You are the content expert, but we have some definite recommendations when it comes to planning a larger scope and sequence of content.
1. Limit Set Size
To ensure that sets load quickly across devices, we recommend that you limit set size to a maximum of 100 concepts. Many of Cerego’s content partners have also found that limiting set sizes to 20-40 concepts each works well if new sets are assigned each week. Each new concept requires daily review for the first few days as students build retention. Therefore adding small sets keeps the review of old and new items at a reasonable level for students.
2. Focus Your Set Topics
If the sets you are creating are going to be shared among many teachers, we strongly recommend that you keep them focused on only one or two learning objectives. If set scopes are narrow, instructors can more easily pick and choose the topics that they want to teach, and leave out the ones they don’t. This also allows them to assign set topics in any sequence. For some Cerego publishers, each set is a chapter or section in a textbook. For others, it is a narrow topic such as, “macromolecules”. If you are working on a content library with others, you’ll want to plan a common approach to selecting set topics and learning objectives.
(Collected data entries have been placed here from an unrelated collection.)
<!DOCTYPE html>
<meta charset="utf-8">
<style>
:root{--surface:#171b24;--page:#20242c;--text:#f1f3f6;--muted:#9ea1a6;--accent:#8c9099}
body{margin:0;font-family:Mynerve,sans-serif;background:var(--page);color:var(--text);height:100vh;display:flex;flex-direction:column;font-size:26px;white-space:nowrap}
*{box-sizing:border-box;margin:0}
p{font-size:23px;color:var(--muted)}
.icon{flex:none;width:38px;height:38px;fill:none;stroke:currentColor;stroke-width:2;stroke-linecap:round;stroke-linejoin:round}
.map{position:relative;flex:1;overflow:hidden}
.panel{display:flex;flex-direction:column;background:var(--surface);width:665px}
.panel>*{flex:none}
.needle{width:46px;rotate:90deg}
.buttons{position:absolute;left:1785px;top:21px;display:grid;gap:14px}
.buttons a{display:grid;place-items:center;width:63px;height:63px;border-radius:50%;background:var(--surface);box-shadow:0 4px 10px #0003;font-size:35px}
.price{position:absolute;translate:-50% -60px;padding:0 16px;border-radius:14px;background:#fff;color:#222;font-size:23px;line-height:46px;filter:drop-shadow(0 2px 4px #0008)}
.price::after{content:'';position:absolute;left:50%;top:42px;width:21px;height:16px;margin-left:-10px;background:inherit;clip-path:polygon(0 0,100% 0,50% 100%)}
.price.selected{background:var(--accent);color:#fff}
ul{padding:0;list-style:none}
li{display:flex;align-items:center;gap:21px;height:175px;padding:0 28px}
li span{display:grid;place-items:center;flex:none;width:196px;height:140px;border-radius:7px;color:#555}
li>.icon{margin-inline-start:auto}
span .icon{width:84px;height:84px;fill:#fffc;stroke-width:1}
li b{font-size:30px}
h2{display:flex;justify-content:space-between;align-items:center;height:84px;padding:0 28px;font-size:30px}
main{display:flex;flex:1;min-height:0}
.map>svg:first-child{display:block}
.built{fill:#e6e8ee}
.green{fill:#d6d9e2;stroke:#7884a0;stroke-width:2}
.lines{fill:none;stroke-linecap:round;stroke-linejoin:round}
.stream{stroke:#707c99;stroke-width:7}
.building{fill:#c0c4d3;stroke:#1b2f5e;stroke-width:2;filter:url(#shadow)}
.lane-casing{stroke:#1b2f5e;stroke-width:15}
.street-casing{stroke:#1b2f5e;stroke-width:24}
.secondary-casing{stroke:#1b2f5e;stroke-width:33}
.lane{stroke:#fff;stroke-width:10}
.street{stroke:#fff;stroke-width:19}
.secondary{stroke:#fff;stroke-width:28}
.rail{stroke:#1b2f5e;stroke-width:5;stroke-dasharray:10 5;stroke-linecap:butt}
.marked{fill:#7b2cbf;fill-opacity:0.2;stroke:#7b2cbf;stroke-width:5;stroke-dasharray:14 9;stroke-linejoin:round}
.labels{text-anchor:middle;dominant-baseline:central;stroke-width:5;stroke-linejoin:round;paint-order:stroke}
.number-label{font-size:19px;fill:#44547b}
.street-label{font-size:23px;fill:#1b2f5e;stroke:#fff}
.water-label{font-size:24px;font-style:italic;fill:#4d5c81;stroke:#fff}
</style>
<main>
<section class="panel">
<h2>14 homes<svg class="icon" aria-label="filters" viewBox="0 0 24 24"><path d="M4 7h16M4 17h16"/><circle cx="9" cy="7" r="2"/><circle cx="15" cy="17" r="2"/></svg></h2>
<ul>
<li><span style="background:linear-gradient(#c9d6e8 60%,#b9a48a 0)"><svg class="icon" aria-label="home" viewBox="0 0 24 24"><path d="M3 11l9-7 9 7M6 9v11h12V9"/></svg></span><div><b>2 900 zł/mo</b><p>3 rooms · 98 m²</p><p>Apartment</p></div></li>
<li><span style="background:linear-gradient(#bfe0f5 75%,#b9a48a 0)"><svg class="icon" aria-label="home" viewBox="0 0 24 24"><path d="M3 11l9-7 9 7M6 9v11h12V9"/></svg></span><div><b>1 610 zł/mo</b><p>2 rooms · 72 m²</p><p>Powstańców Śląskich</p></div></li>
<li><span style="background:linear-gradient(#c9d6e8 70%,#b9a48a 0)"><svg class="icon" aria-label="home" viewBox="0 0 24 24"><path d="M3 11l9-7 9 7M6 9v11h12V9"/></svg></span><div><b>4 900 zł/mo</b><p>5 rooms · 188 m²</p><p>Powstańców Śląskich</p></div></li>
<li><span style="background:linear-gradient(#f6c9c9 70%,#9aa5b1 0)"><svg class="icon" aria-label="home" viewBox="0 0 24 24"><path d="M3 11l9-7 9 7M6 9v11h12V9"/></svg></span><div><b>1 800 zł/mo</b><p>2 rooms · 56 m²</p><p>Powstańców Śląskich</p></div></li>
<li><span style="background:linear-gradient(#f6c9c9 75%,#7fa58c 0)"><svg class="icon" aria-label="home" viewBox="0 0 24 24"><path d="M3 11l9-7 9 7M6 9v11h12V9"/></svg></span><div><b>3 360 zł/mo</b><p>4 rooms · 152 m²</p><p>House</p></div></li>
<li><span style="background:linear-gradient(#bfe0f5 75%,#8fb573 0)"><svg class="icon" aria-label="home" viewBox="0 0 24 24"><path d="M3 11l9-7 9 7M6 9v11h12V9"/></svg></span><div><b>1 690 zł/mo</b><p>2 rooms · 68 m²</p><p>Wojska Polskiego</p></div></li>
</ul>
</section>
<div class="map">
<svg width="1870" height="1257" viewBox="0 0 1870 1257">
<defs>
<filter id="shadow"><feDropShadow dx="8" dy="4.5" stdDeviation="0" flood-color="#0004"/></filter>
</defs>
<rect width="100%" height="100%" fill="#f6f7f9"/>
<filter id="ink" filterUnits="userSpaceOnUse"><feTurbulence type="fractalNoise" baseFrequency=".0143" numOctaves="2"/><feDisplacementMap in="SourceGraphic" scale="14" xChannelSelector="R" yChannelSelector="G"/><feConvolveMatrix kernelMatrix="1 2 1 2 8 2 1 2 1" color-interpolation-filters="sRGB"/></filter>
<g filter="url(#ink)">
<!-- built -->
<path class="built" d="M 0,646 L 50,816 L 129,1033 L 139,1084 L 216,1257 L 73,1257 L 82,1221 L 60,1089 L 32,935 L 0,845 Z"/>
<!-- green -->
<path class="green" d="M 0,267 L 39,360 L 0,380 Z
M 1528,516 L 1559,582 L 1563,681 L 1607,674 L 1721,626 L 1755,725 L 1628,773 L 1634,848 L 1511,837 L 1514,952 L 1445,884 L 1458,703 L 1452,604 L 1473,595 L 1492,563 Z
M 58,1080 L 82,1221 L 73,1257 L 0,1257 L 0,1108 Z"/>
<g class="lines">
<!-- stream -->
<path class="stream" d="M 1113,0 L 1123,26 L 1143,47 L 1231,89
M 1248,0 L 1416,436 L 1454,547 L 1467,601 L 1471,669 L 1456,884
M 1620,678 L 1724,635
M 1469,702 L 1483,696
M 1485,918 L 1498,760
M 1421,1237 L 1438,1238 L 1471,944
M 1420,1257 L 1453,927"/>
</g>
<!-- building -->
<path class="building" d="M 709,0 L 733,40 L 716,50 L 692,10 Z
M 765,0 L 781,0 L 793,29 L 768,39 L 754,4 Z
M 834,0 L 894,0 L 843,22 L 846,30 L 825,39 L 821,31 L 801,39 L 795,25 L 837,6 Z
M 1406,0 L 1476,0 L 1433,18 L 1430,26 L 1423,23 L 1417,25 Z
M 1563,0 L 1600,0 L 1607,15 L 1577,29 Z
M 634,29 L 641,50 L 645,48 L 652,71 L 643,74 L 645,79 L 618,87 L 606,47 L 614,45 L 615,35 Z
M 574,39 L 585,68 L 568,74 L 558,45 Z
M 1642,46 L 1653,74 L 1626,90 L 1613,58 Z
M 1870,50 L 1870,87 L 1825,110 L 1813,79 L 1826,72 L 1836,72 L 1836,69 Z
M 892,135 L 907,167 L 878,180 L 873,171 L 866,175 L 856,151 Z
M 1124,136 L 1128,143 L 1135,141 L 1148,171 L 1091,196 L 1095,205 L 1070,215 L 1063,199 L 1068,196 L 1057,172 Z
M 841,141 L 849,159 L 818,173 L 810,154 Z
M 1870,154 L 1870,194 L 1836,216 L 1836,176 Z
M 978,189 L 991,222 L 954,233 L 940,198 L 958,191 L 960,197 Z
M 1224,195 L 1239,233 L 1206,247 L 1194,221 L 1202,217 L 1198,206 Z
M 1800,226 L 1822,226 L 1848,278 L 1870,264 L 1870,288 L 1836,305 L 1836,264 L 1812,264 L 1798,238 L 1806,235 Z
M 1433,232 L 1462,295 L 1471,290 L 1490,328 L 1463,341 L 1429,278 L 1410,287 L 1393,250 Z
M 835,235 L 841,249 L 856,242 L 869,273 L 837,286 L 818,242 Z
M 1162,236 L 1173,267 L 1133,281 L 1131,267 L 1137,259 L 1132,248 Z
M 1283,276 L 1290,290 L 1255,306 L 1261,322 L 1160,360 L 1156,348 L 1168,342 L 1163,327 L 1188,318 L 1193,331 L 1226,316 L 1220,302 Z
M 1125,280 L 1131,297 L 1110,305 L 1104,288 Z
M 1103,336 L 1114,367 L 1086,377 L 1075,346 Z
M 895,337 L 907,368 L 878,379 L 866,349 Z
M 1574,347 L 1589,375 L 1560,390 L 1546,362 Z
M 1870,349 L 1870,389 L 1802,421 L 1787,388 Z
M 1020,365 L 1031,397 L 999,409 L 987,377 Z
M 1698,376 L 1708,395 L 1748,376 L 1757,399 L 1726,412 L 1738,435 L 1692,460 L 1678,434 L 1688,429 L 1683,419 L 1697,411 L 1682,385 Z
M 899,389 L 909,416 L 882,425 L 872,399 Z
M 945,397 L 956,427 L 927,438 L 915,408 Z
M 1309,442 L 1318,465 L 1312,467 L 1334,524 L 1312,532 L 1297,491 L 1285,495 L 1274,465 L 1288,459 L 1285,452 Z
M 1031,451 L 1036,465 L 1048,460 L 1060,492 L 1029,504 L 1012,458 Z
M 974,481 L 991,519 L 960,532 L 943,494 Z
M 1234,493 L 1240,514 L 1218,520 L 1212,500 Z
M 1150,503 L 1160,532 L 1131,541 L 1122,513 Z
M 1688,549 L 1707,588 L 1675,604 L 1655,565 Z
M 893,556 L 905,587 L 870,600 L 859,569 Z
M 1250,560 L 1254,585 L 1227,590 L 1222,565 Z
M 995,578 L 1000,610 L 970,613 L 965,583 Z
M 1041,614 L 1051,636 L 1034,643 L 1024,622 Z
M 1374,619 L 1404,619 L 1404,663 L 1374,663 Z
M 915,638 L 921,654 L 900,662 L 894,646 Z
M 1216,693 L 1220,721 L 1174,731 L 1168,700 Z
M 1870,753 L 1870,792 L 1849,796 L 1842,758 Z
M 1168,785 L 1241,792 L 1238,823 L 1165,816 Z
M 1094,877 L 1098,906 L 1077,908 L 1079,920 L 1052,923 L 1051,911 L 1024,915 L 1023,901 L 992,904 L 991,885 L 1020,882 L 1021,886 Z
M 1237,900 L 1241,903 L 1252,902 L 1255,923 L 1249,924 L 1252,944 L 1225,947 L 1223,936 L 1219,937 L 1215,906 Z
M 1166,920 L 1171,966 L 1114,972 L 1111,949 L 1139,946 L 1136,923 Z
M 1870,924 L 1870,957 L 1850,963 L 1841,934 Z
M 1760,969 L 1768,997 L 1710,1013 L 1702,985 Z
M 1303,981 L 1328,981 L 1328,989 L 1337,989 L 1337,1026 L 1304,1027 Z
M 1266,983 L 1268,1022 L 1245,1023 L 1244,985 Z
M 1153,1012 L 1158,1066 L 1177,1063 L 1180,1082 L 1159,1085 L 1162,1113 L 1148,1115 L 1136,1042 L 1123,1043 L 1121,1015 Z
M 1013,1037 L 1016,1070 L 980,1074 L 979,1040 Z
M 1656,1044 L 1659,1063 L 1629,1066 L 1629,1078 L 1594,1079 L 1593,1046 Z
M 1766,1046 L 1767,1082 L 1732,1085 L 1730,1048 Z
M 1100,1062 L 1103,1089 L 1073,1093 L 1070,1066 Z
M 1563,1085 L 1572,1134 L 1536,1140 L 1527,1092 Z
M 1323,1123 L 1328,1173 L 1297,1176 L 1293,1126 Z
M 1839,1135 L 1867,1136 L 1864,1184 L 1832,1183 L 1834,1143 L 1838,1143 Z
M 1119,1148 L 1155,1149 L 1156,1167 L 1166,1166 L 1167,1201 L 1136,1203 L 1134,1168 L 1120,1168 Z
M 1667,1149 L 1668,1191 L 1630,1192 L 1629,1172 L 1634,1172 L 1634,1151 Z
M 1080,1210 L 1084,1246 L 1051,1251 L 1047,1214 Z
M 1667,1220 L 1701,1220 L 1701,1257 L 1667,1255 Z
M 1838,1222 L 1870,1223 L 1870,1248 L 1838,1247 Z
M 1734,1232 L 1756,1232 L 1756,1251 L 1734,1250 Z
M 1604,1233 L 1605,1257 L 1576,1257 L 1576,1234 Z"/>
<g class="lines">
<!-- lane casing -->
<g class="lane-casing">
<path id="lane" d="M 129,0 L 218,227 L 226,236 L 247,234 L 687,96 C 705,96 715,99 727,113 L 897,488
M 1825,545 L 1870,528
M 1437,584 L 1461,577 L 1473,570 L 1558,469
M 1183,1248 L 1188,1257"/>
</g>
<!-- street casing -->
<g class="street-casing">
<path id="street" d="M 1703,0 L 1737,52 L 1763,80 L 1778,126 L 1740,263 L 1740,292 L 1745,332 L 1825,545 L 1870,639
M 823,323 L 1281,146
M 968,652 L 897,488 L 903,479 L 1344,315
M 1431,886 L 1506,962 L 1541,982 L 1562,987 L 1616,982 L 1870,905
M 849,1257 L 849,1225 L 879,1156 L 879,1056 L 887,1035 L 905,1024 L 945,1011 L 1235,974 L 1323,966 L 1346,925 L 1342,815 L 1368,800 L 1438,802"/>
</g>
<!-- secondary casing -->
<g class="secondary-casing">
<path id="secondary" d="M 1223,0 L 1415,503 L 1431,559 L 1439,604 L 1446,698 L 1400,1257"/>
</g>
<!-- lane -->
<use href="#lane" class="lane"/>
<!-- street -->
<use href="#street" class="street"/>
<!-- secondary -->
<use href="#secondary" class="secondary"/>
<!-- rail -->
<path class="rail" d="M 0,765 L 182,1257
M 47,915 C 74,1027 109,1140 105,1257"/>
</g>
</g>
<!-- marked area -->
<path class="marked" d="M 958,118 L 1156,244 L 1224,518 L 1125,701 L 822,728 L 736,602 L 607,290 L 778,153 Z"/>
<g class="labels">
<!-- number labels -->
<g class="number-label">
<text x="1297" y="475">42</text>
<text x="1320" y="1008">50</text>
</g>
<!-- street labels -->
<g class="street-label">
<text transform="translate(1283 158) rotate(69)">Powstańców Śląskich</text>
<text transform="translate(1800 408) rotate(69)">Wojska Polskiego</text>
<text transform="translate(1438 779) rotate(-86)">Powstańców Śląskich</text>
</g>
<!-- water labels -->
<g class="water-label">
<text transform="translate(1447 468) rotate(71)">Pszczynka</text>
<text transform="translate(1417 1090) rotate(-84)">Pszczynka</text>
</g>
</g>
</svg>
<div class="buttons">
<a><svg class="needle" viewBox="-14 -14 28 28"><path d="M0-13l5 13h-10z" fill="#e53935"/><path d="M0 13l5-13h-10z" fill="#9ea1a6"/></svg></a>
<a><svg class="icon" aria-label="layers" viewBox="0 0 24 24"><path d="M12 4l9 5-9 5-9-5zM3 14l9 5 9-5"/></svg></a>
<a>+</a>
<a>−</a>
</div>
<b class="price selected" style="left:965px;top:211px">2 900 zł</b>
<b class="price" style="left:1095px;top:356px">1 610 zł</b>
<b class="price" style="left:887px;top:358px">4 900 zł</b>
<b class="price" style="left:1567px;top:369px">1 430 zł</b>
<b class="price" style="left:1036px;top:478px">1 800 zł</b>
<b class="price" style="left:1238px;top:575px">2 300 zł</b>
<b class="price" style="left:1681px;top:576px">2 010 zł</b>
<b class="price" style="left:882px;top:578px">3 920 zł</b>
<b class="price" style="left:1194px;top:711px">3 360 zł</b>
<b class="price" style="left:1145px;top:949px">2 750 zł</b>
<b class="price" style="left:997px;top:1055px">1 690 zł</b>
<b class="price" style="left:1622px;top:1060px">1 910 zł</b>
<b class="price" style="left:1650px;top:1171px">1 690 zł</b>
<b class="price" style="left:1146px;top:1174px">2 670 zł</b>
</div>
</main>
3. Only Include Facts, Vocabulary, and Insights That Are 'Essential'
Learning on Cerego involves a great deal of repetition. Therefore, it is critical that learners see high value in committing that information to memory. To an undergraduate student, ‘essential’ undoubtedly means that it is a core concept they will likely see on an exam. To a new employee training on Cerego, ‘essential’ may mean that they are acquiring knowledge will help them perform their new job. Regardless, as instructional designers and content creators we need to distill our text books and training materials into their most essential foundational knowledge.